Despite their remarkable success, Transformers face a significant challenge when dealing with long sequences due to the quadratic complexity of the attention mechanism.
This limitation hinders their application to tasks involving extensive contextual information, such as processing long documents or high-resolution images.
While various approaches have been proposed to address this issue, they often sacrifice accuracy, specialize in specific domains, or neglect individual token-to-token interactions.
To overcome these limitations, we introduce *TaylorShift*, a novel method that reformulates the softmax function in the attention mechanism using the Taylor approximation of the exponential.
By combining this approximation with a tensor-product-based operator, *TaylorShift* achieves linear-time complexity while preserving the essential token-to-token interactions.
We analyze the efficiency of *TaylorShift* in depth, both analytically and empirically and find that it outperforms the standard transformer architecture in 4 out of 5 tasks.

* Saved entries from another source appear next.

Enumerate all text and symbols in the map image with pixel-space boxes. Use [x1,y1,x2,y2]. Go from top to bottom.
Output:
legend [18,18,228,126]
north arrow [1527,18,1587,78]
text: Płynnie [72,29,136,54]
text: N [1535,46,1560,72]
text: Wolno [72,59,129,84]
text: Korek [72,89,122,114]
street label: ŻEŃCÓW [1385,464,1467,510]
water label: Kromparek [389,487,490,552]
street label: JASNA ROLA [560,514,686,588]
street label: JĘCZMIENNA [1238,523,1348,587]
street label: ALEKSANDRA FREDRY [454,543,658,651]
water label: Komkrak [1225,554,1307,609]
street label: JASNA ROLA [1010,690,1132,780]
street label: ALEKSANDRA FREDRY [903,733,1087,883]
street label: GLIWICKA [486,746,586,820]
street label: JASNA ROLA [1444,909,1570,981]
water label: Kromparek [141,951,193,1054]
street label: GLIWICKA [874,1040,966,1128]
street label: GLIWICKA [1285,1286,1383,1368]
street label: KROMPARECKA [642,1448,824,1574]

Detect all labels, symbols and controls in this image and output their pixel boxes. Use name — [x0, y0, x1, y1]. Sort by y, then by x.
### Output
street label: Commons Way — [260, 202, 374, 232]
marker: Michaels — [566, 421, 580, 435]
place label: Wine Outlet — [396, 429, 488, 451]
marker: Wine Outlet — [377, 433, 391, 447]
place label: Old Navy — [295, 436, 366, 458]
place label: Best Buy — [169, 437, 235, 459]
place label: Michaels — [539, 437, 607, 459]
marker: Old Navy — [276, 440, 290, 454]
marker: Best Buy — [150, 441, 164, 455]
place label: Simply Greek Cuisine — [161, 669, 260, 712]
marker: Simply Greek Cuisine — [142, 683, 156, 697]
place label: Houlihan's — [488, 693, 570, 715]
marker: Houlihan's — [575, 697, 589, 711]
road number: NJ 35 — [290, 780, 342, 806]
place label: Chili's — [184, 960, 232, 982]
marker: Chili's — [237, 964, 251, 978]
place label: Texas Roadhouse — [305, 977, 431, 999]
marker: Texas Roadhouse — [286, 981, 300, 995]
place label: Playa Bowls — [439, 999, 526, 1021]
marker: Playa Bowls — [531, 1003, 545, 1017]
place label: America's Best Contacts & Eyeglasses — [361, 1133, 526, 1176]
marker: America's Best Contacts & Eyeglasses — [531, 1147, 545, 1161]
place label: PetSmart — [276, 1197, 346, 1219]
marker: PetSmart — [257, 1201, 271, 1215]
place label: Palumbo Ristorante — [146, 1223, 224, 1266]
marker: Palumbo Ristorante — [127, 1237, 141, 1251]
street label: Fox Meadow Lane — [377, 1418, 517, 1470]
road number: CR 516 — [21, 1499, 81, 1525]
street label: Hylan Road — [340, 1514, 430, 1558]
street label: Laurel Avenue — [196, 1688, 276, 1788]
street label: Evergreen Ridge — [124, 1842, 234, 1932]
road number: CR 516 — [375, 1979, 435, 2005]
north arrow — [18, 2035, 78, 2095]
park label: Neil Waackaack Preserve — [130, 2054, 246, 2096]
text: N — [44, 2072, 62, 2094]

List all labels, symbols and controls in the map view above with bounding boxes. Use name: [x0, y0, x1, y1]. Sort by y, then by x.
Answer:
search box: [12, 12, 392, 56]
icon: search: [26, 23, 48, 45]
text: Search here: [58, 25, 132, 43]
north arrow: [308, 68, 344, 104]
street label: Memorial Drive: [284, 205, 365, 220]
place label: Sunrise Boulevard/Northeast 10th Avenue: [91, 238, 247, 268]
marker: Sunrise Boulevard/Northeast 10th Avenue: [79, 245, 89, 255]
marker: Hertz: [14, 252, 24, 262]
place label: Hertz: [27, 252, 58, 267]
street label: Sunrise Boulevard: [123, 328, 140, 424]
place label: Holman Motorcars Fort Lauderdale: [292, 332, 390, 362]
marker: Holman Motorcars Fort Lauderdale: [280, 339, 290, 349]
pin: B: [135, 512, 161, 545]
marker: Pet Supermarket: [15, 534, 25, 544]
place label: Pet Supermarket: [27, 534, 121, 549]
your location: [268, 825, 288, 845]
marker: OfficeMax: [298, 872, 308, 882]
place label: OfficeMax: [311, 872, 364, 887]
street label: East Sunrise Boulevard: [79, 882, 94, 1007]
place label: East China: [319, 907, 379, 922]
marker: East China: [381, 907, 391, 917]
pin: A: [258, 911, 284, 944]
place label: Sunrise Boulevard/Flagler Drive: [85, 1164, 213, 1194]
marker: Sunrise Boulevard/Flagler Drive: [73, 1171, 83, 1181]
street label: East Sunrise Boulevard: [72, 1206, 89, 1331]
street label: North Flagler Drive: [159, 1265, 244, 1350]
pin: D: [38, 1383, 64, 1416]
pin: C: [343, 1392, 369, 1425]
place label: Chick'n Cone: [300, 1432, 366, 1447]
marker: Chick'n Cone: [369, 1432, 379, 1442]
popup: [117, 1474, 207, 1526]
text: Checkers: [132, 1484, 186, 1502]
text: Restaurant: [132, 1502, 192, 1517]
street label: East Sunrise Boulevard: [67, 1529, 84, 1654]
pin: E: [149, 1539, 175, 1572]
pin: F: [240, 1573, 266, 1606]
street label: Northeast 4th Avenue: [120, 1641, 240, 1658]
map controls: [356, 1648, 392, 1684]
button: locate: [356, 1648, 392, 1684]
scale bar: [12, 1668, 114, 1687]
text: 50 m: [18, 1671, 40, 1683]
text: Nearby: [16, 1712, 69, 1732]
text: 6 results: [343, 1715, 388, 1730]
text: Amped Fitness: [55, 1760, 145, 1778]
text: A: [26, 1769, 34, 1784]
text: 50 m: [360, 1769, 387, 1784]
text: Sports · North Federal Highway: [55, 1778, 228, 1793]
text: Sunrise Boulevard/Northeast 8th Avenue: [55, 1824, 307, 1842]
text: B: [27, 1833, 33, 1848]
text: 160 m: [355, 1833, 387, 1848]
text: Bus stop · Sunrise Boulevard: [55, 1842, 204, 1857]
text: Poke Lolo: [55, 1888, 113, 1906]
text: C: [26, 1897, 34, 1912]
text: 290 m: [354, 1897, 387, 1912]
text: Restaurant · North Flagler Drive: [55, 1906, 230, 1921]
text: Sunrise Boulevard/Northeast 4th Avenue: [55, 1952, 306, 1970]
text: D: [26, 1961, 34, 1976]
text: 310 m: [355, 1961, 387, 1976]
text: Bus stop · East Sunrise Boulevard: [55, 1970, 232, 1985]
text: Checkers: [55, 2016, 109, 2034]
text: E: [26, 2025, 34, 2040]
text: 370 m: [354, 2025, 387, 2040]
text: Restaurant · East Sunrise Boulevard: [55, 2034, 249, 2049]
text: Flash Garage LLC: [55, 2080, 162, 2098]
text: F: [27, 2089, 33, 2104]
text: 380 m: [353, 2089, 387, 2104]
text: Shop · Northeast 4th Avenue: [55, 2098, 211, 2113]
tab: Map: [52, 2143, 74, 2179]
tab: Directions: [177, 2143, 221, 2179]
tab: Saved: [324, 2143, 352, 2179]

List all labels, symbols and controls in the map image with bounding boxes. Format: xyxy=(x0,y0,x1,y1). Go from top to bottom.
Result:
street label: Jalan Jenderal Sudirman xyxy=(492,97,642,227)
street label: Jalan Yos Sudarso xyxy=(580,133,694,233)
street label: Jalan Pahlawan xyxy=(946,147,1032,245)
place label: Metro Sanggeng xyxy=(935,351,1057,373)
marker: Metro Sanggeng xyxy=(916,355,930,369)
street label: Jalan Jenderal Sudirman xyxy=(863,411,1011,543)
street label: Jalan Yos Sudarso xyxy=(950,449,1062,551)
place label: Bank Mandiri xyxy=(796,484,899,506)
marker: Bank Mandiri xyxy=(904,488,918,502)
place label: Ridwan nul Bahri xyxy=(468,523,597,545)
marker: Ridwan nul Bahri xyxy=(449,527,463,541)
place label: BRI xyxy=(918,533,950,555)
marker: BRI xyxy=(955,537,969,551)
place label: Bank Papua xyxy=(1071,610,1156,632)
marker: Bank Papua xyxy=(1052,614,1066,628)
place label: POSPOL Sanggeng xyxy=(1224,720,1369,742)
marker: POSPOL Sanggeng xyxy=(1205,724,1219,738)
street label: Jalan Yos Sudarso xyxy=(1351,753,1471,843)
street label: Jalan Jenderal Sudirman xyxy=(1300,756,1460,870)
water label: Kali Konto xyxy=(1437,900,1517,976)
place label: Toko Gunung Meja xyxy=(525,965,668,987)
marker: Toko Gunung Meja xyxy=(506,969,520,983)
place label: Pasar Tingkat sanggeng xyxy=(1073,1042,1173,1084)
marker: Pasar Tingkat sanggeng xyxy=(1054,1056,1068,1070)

Essentially, *TaylorShift* works by replacing the exponential function in the softmax by its Taylor approximation. For a vector $\mathbf x = [x_1, …, x_m] = [x_i]_{i = 1}^m$:
$$
\text{softmax}(x) = \left[\frac{\exp(x_i)}{\sum_{j} \exp(x_j)}\right]_{i = 1}^m \approx \left[ \frac{\frac{x_i^2}{2} + x_i + 1}{\sum_j \frac{x_j^2}{2} + x_j + 1} \right]_{i = 1}^m = \text{T-SM}(x)
$$

We call the direct implementation of the attention mechanism using the Taylor Softmax *direct-TaylorShift*, as seen here. For queries $Q$, keys $K$, and values $V$, this becomes:
$$
Y = \text{T-SM}(Q K^\top) V
$$

*Direct-TaylorShift* has the same scaling behavior as standard attention.
However, we can reduce its computational complexity from $\mathcal O(N^2 d)$ to $\mathcal O(N d^3)$ by reordering the operations internally.
This becomes useful for long sequences, where $N \gg d$.

Let me first introduce a tensor-product-based operator: $$ \boxtimes: \mathbb R^{N \times d} \times \mathbb R^{N \times d} \to \mathbb R^{N \times d^2}. $$ Basically, we take two lists of $d$-dimensional vectors $[a_i \in \mathbb R^d]_i$ and $[b_i \in \mathbb R^i]_i$ and for each index $i$ we multiply each element of $a_i$ with all the elements of $b_i$. The result is $d^2$ dimensional, since that is the number of possible combinations. We also write $A^{\boxtimes 2} := A \boxtimes A$.

It turns out, that by using this operator, we can calculate *TaylorShift* more efficiently:
$$
Y = Y_\text{nom} \oslash Y_\text{denom} = \left[ \frac{[Y_\text{nom}]_{i, :}}{[Y_\text{denom}]_i} \right]_{i = 1}^N
$$
with
$$
Y_\text{nom} = \frac 1 2 Q^{\boxtimes 2} \left( (K^{\boxtimes 2})^\top V \right) + Q (K^\top V) + \sum_\text{columns} V.
$$
$Y_\text{denom}$ is the same, but with $\mathbb 1 = [1, …, 1]$ instead of $V$.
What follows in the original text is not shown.